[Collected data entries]
┄┄┄┄┄┄
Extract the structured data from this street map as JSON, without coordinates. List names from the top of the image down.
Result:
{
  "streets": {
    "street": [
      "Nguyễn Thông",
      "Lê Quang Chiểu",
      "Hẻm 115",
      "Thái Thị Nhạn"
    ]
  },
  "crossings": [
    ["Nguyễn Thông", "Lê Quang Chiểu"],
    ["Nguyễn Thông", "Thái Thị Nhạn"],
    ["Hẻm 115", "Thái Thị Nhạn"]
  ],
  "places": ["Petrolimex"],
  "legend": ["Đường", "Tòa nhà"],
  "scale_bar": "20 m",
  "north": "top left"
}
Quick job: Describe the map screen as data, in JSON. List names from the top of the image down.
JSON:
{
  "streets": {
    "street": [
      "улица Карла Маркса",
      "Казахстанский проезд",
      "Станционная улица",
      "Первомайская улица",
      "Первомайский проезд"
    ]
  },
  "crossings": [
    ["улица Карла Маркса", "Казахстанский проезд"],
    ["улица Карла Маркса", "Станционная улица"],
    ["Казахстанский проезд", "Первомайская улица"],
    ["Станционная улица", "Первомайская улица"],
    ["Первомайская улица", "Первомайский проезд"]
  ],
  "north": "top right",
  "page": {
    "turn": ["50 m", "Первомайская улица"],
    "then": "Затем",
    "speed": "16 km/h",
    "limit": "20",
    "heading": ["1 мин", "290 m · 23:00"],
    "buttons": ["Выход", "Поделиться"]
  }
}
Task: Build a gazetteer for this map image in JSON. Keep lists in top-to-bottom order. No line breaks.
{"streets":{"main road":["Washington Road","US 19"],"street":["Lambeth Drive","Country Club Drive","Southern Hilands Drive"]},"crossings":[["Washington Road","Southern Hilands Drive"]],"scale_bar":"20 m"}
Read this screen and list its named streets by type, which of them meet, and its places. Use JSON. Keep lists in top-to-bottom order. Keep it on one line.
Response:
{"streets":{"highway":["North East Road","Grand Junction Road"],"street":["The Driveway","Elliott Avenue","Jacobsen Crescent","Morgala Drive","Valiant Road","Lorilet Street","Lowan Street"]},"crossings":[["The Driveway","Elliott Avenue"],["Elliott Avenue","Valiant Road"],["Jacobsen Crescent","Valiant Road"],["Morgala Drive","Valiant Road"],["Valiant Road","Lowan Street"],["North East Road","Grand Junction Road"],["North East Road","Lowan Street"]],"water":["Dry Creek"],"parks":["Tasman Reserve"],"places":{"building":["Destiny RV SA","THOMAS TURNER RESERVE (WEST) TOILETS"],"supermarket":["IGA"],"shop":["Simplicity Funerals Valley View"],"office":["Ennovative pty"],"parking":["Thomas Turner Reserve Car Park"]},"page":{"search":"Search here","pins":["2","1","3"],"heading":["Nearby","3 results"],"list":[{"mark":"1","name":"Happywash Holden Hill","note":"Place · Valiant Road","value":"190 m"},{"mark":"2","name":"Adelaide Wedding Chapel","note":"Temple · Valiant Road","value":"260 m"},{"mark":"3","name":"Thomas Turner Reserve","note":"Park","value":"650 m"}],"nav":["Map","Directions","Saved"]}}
┄┄┄┄┄┄
▶ WHAT YOU HAVE TO DO: Transcribe every line above, character for character.

▶ EXPECTED ANSWER:
Extract the structured data from this street map as JSON, without coordinates. List names from the top of the image down.
Result:
{
  "streets": {
    "street": [
      "Nguyễn Thông",
      "Lê Quang Chiểu",
      "Hẻm 115",
      "Thái Thị Nhạn"
    ]
  },
  "crossings": [
    ["Nguyễn Thông", "Lê Quang Chiểu"],
    ["Nguyễn Thông", "Thái Thị Nhạn"],
    ["Hẻm 115", "Thái Thị Nhạn"]
  ],
  "places": ["Petrolimex"],
  "legend": ["Đường", "Tòa nhà"],
  "scale_bar": "20 m",
  "north": "top left"
}
Quick job: Describe the map screen as data, in JSON. List names from the top of the image down.
JSON:
{
  "streets": {
    "street": [
      "улица Карла Маркса",
      "Казахстанский проезд",
      "Станционная улица",
      "Первомайская улица",
      "Первомайский проезд"
    ]
  },
  "crossings": [
    ["улица Карла Маркса", "Казахстанский проезд"],
    ["улица Карла Маркса", "Станционная улица"],
    ["Казахстанский проезд", "Первомайская улица"],
    ["Станционная улица", "Первомайская улица"],
    ["Первомайская улица", "Первомайский проезд"]
  ],
  "north": "top right",
  "page": {
    "turn": ["50 m", "Первомайская улица"],
    "then": "Затем",
    "speed": "16 km/h",
    "limit": "20",
    "heading": ["1 мин", "290 m · 23:00"],
    "buttons": ["Выход", "Поделиться"]
  }
}
Task: Build a gazetteer for this map image in JSON. Keep lists in top-to-bottom order. No line breaks.
{"streets":{"main road":["Washington Road","US 19"],"street":["Lambeth Drive","Country Club Drive","Southern Hilands Drive"]},"crossings":[["Washington Road","Southern Hilands Drive"]],"scale_bar":"20 m"}
Read this screen and list its named streets by type, which of them meet, and its places. Use JSON. Keep lists in top-to-bottom order. Keep it on one line.
Response:
{"streets":{"highway":["North East Road","Grand Junction Road"],"street":["The Driveway","Elliott Avenue","Jacobsen Crescent","Morgala Drive","Valiant Road","Lorilet Street","Lowan Street"]},"crossings":[["The Driveway","Elliott Avenue"],["Elliott Avenue","Valiant Road"],["Jacobsen Crescent","Valiant Road"],["Morgala Drive","Valiant Road"],["Valiant Road","Lowan Street"],["North East Road","Grand Junction Road"],["North East Road","Lowan Street"]],"water":["Dry Creek"],"parks":["Tasman Reserve"],"places":{"building":["Destiny RV SA","THOMAS TURNER RESERVE (WEST) TOILETS"],"supermarket":["IGA"],"shop":["Simplicity Funerals Valley View"],"office":["Ennovative pty"],"parking":["Thomas Turner Reserve Car Park"]},"page":{"search":"Search here","pins":["2","1","3"],"heading":["Nearby","3 results"],"list":[{"mark":"1","name":"Happywash Holden Hill","note":"Place · Valiant Road","value":"190 m"},{"mark":"2","name":"Adelaide Wedding Chapel","note":"Temple · Valiant Road","value":"260 m"},{"mark":"3","name":"Thomas Turner Reserve","note":"Park","value":"650 m"}],"nav":["Map","Directions","Saved"]}}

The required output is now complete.